Output the entries exactly. Start at the first line, finish with the line containing "width:14px; height:14px; translate:-50%", and omit the pictures.
BEGIN SUPPLIED DATA
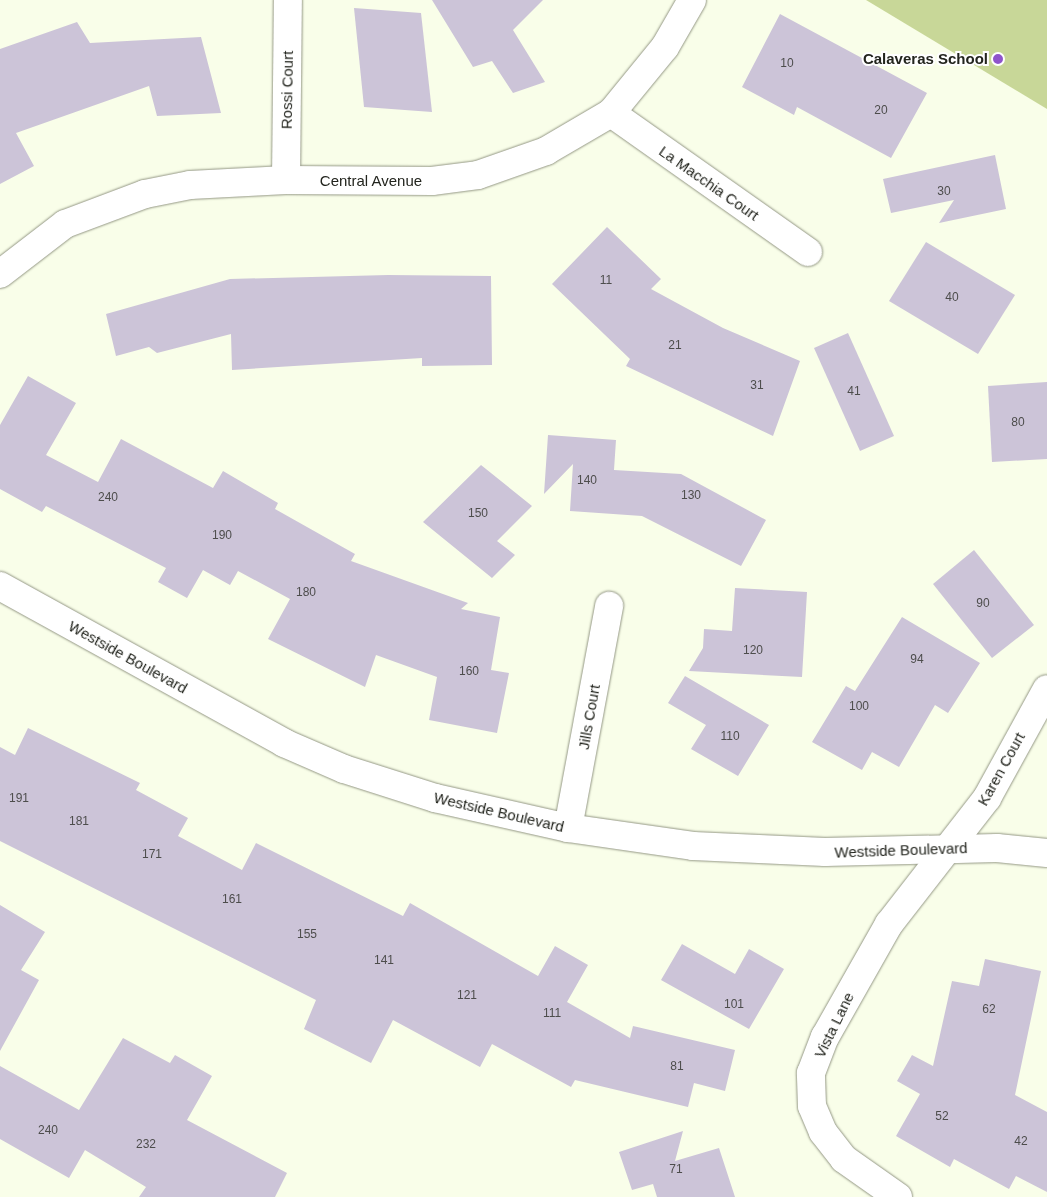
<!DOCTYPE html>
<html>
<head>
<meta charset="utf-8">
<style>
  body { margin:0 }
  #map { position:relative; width:1047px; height:1197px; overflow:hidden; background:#f9fee9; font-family:Helvetica,sans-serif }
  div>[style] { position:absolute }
  .green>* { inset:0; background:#c8d798 }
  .building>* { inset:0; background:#ccc4d8 }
  .roads { filter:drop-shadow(0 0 1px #949885) drop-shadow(0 0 1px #949885) }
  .minor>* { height:28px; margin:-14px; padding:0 14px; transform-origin:14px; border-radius:14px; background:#fff }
  .tertiary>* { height:28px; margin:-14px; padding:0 14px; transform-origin:14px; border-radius:14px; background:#fff }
  .dots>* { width:14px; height:14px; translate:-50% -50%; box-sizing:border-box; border:2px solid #fff; border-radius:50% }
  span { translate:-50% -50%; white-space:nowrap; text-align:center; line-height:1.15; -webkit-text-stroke:4px #fff; paint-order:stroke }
  .number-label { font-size:12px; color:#4d4d4c }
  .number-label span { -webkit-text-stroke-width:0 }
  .poi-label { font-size:15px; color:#23251e; font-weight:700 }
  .right { translate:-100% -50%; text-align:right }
  .street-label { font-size:15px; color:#23251e }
</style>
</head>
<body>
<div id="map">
  <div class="green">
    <div style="clip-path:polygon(866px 0,1047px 0,1047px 109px)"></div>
  </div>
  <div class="building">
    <div style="clip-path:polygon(432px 0,543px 0,513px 30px,545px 82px,513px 93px,492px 61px,473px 67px)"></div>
    <div style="clip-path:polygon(354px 8px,421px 13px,432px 112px,364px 107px)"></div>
    <div style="clip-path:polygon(780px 14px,927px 93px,891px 158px,797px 107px,794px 115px,742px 87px)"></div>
    <div style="clip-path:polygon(77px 22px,90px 43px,201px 37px,221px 113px,157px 116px,149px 86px,16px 133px,34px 166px,0 184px,0 49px)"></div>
    <div style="clip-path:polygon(995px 155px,1006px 209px,939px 223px,954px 200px,891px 213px,883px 179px)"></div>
    <div style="clip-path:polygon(607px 227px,661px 279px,651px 289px,723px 328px,800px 361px,773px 436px,626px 366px,630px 359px,552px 284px)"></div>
    <div style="clip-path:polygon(926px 242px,1015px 295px,978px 354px,889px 301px)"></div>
    <div style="clip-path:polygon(388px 275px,491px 276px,492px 365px,422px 366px,422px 358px,232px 370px,231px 334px,157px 353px,149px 347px,116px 356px,106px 314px,230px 279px)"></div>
    <div style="clip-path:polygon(848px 333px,894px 436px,860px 451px,814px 348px)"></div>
    <div style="clip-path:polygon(28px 376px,76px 403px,46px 455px,98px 482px,121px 439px,213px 488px,223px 471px,278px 503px,275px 509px,355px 554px,351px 561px,468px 603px,461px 609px,500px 617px,491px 670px,509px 673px,497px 733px,429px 720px,437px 677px,376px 655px,365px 687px,268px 639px,290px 599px,238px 571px,230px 585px,203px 570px,187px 598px,158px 582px,166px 568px,46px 506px,42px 512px,0 489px,0 425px)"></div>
    <div style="clip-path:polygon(1047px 382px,1047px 459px,992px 462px,988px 386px)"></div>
    <div style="clip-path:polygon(548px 435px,616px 440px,614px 470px,681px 474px,766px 520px,741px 566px,642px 516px,570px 511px,573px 464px,544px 494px)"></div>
    <div style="clip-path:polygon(481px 465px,532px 506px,497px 541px,515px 555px,492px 578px,423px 522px)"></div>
    <div style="clip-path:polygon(974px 550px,1034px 625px,992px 658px,933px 584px)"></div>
    <div style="clip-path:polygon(735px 588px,807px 592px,802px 677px,689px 671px,703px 648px,704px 629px,732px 631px)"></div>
    <div style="clip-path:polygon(902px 617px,980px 663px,948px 713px,935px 705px,899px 767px,872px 752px,862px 770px,812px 742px,846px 686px,855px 691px)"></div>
    <div style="clip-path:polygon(685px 676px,769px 725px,738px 776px,691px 749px,706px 725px,668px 703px)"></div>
    <div style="clip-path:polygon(28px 728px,140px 783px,136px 790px,188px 818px,178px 836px,242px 870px,256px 843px,403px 916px,410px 903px,538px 976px,555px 946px,588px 965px,567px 1002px,630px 1038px,633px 1026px,735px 1050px,725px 1091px,694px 1083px,688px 1107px,575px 1080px,571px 1087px,492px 1044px,480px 1067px,393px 1020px,371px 1063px,304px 1029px,316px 1000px,0 841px,0 747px,15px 755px)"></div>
    <div style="clip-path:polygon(0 905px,45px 932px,21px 970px,39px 980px,0 1051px)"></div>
    <div style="clip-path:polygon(682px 944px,735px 974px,749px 949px,784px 969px,749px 1029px,661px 980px)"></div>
    <div style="clip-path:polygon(985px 959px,1041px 971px,1015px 1095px,1047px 1112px,1047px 1192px,1016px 1176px,1009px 1189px,954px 1159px,950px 1167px,896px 1136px,920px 1094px,897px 1081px,912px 1055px,933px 1066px,952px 981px,979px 986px)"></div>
    <div style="clip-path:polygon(123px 1038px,170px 1063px,175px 1055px,212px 1076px,187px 1120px,287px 1173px,275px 1197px,139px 1197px,146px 1187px,85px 1150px,69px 1178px,0 1139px,0 1066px,79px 1110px)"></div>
    <div style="clip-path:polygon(683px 1131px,675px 1161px,719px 1148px,735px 1197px,657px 1197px,653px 1184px,632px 1190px,619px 1152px)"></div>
  </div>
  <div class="roads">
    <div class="minor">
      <div style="left:611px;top:113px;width:241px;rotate:35.2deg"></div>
      <div style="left:286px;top:180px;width:180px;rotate:-89.4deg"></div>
      <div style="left:568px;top:828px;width:226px;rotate:-79.5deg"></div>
      <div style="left:898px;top:1197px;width:66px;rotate:-144.9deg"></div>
      <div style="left:844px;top:1159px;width:34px;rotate:-128deg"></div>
      <div style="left:823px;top:1132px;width:28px;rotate:-113deg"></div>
      <div style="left:812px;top:1106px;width:33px;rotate:-92deg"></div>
      <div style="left:811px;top:1073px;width:39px;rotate:-69deg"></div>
      <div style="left:825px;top:1037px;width:130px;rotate:-60.5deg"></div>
      <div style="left:889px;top:924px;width:160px;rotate:-52.1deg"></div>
      <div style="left:987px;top:798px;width:124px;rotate:-61.2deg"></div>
    </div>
    <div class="tertiary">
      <div style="left:0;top:274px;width:82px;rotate:-37.6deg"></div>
      <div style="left:65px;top:224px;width:85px;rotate:-20.6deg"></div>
      <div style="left:145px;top:194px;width:46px;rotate:-11.3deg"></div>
      <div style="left:190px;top:185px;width:96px;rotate:-3deg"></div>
      <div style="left:286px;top:180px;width:146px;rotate:0.4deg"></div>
      <div style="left:432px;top:181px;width:46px;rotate:-7.4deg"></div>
      <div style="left:478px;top:175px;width:72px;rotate:-19.4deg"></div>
      <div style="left:546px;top:151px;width:75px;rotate:-30.3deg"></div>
      <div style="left:611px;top:113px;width:85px;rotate:-50.7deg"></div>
      <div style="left:665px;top:47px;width:54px;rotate:-60.1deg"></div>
      <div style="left:0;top:586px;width:325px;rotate:28.9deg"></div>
      <div style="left:284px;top:743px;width:65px;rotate:23.4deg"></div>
      <div style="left:344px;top:769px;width:96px;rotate:17.7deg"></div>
      <div style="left:435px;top:798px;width:136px;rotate:12.7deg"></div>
      <div style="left:568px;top:828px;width:126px;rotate:8.2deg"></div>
      <div style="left:693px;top:846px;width:132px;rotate:2.6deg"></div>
      <div style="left:825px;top:852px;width:172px;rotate:-1.3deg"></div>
      <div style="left:997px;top:848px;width:50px;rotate:5.7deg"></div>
    </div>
  </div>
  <div class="dots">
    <div style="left:998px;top:59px;background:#8f54cb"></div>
  </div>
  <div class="number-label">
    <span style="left:787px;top:64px">10</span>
    <span style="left:881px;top:111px">20</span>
    <span style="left:944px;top:192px">30</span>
    <span style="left:606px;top:281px">11</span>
    <span style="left:952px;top:298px">40</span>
    <span style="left:675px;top:346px">21</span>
    <span style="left:757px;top:386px">31</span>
    <span style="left:854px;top:392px">41</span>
    <span style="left:1018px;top:423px">80</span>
    <span style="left:587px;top:481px">140</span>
    <span style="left:691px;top:496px">130</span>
    <span style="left:108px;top:498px">240</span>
    <span style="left:478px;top:514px">150</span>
    <span style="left:222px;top:536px">190</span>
    <span style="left:306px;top:593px">180</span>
    <span style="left:983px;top:604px">90</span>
    <span style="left:753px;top:651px">120</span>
    <span style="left:917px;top:660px">94</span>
    <span style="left:469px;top:672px">160</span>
    <span style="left:859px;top:707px">100</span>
    <span style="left:730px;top:737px">110</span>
    <span style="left:19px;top:799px">191</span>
    <span style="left:79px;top:822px">181</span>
    <span style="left:152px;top:855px">171</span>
    <span style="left:232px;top:900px">161</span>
    <span style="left:307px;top:935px">155</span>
    <span style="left:384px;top:961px">141</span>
    <span style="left:467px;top:996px">121</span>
    <span style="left:734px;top:1005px">101</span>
    <span style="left:989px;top:1010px">62</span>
    <span style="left:552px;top:1014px">111</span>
    <span style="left:677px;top:1067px">81</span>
    <span style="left:942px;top:1117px">52</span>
    <span style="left:48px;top:1131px">240</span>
    <span style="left:1021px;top:1142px">42</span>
    <span style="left:146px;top:1145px">232</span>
    <span style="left:676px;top:1170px">71</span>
  </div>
  <div class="poi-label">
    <span class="right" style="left:988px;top:59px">Calaveras School</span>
  </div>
  <div class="street-label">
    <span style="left:287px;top:90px;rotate:-89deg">Rossi Court</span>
    <span style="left:371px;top:181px">Central Avenue</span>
    <span style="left:709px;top:183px;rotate:35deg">La Macchia Court</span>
    <span style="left:128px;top:657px;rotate:29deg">Westside Boulevard</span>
    <span style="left:589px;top:717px;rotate:-80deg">Jills Court</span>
    <span style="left:1001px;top:769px;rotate:-61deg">Karen Court</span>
    <span style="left:499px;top:812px;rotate:13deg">Westside Boulevard</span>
    <span style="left:901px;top:850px;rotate:-2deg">Westside Boulevard</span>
    <span style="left:834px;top:1025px;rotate:-64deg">Vista Lane</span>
  </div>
</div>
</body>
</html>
END SUPPLIED DATA
EXERCISE SOLUTION:
<!DOCTYPE html>
<html>
<head>
<meta charset="utf-8">
<style>
  body { margin:0 }
  #map { position:relative; width:1047px; height:1197px; overflow:hidden; background:#f9fee9; font-family:Helvetica,sans-serif }
  div>[style] { position:absolute }
  .green>* { inset:0; background:#c8d798 }
  .building>* { inset:0; background:#ccc4d8 }
  .roads { filter:drop-shadow(0 0 1px #949885) drop-shadow(0 0 1px #949885) }
  .minor>* { height:28px; margin:-14px; padding:0 14px; transform-origin:14px; border-radius:14px; background:#fff }
  .tertiary>* { height:28px; margin:-14px; padding:0 14px; transform-origin:14px; border-radius:14px; background:#fff }
  .dots>* { width:14px; height:14px; translate:-50% -50%; box-sizing:border-box; border:2px solid #fff; border-radius:50% }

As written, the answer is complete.